• Material supplied
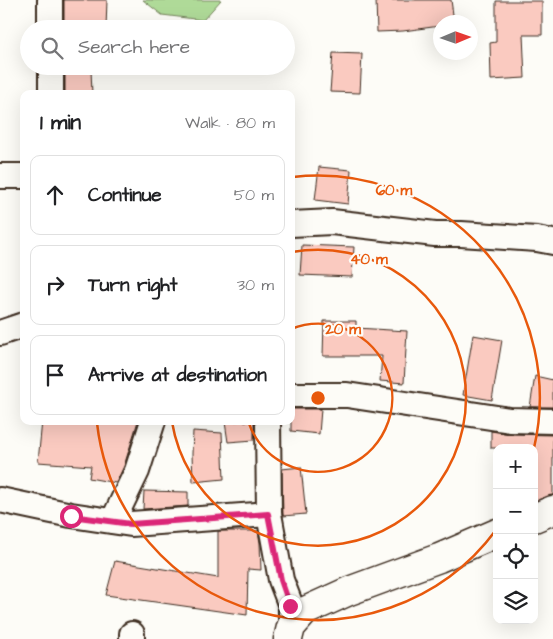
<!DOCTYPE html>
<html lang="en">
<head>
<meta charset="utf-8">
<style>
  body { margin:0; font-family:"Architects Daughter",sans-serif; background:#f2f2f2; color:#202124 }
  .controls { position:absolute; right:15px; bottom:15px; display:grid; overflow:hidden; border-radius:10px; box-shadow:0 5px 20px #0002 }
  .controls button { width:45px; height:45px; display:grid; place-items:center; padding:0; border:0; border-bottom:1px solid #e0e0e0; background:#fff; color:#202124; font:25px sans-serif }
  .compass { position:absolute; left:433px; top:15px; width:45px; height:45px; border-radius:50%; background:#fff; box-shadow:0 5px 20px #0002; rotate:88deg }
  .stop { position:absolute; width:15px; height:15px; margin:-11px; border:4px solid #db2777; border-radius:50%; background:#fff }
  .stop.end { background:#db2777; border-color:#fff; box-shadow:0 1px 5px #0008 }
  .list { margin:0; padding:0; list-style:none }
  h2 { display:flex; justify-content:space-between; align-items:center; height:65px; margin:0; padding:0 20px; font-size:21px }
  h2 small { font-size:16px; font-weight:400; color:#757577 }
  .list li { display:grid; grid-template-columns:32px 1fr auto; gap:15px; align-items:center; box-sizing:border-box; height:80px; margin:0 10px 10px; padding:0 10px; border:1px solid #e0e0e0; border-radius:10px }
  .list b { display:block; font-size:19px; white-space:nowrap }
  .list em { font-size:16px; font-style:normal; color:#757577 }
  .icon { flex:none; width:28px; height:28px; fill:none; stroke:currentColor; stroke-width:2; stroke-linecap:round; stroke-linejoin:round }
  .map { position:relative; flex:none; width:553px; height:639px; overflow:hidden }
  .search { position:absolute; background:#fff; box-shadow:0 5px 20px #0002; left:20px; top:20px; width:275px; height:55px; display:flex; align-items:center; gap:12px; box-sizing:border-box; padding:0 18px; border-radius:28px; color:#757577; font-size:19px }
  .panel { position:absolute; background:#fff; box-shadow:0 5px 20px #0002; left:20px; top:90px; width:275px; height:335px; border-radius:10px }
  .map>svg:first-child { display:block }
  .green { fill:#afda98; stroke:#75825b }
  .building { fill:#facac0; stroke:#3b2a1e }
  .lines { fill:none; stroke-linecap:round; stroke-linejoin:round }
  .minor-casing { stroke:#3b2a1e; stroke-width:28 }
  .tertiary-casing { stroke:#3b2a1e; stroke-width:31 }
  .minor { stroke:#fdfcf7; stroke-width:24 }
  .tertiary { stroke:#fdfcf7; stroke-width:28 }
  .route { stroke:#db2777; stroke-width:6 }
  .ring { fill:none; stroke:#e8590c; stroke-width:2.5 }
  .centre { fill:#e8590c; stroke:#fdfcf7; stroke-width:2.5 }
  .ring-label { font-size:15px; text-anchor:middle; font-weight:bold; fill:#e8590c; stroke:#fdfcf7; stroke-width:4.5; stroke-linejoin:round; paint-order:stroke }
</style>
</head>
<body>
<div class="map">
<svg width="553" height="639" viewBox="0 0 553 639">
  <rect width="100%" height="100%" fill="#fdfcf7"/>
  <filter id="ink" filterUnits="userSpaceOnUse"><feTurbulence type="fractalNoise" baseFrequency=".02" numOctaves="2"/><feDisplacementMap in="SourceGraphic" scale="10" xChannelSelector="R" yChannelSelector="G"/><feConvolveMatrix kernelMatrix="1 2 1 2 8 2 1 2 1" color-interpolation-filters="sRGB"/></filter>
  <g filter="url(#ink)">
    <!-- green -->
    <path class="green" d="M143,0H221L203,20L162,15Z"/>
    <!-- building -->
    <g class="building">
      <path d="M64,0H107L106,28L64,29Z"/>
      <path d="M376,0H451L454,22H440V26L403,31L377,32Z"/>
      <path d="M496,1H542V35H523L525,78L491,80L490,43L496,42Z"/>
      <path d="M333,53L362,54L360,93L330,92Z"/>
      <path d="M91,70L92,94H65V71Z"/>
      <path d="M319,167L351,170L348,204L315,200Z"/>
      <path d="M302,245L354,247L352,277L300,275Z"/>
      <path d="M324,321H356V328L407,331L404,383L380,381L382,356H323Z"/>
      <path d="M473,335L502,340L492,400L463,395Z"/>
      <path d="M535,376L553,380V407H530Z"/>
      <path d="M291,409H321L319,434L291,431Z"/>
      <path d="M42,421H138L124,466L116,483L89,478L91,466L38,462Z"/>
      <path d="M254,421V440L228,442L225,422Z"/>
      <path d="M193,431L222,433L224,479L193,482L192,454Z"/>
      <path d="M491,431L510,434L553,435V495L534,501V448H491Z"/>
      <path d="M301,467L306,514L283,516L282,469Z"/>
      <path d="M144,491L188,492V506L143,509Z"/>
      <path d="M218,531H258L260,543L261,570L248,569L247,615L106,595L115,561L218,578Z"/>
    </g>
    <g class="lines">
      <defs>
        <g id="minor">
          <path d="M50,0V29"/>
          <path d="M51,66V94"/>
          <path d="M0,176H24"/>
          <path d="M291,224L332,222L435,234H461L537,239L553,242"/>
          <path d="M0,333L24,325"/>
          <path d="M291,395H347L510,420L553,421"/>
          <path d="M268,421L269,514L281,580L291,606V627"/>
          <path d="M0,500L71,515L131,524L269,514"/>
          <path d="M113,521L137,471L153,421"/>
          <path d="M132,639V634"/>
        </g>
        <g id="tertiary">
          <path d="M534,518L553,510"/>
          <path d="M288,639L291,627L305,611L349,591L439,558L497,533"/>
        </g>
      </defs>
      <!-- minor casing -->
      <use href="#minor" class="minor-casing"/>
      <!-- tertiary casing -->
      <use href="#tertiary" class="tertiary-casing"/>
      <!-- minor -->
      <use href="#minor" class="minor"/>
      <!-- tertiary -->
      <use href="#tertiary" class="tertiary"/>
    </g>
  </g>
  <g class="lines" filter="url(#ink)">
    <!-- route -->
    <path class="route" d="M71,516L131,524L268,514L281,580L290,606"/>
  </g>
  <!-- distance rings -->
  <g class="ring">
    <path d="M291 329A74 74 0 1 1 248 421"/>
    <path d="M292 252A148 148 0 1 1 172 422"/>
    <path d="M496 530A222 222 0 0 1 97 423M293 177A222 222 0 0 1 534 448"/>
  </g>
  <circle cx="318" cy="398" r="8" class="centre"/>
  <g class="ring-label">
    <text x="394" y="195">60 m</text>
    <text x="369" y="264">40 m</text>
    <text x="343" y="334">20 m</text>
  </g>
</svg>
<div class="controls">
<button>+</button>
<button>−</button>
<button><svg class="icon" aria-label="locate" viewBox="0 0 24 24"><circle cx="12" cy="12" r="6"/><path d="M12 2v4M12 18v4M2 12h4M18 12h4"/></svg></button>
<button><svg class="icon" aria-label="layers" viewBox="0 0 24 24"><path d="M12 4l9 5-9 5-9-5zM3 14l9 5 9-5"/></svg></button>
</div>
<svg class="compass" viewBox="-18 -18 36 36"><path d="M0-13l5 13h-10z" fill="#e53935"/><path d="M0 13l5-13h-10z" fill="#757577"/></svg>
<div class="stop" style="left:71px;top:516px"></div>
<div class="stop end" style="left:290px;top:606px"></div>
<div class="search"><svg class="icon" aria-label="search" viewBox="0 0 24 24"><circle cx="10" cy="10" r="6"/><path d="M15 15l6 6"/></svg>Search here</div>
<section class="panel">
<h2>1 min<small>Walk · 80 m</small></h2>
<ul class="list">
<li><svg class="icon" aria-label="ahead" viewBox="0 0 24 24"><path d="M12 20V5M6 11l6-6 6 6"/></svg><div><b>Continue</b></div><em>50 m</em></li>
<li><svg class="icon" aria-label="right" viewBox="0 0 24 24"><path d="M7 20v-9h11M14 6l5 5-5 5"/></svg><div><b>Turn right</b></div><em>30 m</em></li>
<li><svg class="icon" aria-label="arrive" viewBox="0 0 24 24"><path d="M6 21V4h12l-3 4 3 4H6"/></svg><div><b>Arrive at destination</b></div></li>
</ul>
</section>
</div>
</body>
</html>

• About this exercise
Reproduce the records word for word, please, from their first line up to and including the line that contains "font-size:16px; font-style:normal; color:#757577", but no pictures.

• Exercise result
<!DOCTYPE html>
<html lang="en">
<head>
<meta charset="utf-8">
<style>
  body { margin:0; font-family:"Architects Daughter",sans-serif; background:#f2f2f2; color:#202124 }
  .controls { position:absolute; right:15px; bottom:15px; display:grid; overflow:hidden; border-radius:10px; box-shadow:0 5px 20px #0002 }
  .controls button { width:45px; height:45px; display:grid; place-items:center; padding:0; border:0; border-bottom:1px solid #e0e0e0; background:#fff; color:#202124; font:25px sans-serif }
  .compass { position:absolute; left:433px; top:15px; width:45px; height:45px; border-radius:50%; background:#fff; box-shadow:0 5px 20px #0002; rotate:88deg }
  .stop { position:absolute; width:15px; height:15px; margin:-11px; border:4px solid #db2777; border-radius:50%; background:#fff }
  .stop.end { background:#db2777; border-color:#fff; box-shadow:0 1px 5px #0008 }
  .list { margin:0; padding:0; list-style:none }
  h2 { display:flex; justify-content:space-between; align-items:center; height:65px; margin:0; padding:0 20px; font-size:21px }
  h2 small { font-size:16px; font-weight:400; color:#757577 }
  .list li { display:grid; grid-template-columns:32px 1fr auto; gap:15px; align-items:center; box-sizing:border-box; height:80px; margin:0 10px 10px; padding:0 10px; border:1px solid #e0e0e0; border-radius:10px }
  .list b { display:block; font-size:19px; white-space:nowrap }
  .list em { font-size:16px; font-style:normal; color:#757577 }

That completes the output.